DIRECTIONS
Go through the listing and pick out each line with the word "Output" in it.

RECORDS SHOWN
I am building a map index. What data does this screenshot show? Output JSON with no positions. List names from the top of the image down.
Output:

* * *

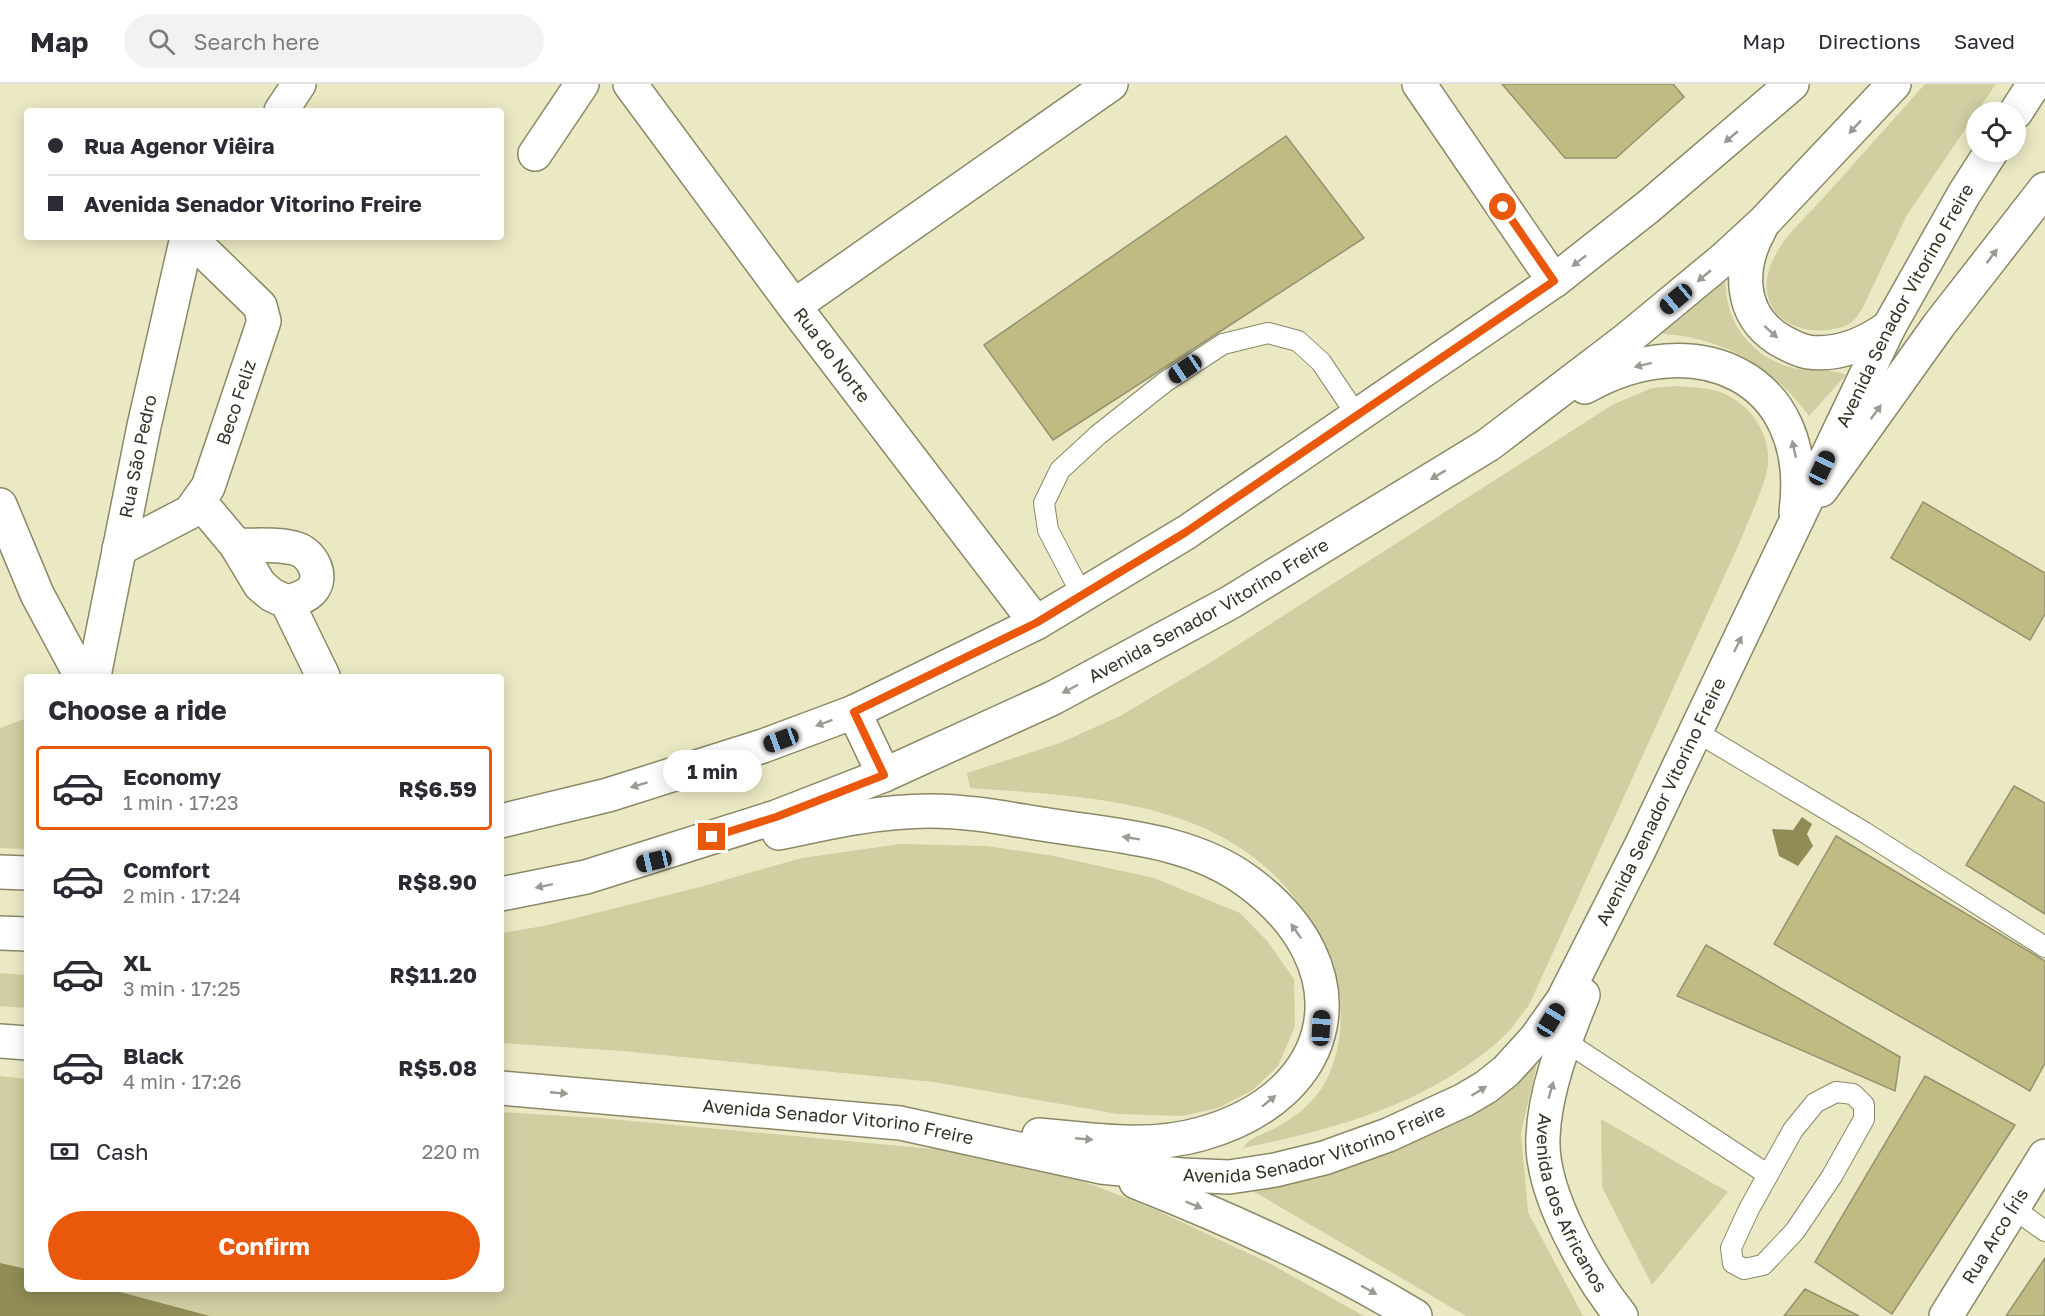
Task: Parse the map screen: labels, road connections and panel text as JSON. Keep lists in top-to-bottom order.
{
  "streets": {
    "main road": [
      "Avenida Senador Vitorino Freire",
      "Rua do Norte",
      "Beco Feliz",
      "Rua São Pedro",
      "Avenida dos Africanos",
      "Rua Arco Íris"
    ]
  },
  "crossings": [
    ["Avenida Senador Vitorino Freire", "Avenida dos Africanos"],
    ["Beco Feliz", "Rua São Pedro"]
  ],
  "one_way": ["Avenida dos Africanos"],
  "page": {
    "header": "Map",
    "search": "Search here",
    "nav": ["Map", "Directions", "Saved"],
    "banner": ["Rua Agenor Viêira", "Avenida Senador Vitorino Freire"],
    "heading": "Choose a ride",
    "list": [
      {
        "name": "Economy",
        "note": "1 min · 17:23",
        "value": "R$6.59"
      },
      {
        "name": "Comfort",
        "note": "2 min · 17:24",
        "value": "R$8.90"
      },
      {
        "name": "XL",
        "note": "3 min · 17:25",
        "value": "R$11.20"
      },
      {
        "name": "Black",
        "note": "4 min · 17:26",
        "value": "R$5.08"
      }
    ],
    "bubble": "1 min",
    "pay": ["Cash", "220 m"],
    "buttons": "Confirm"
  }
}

WRITTEN SOLUTION
I am building a map index. What data does this screenshot show? Output JSON with no positions. List names from the top of the image down.
Output:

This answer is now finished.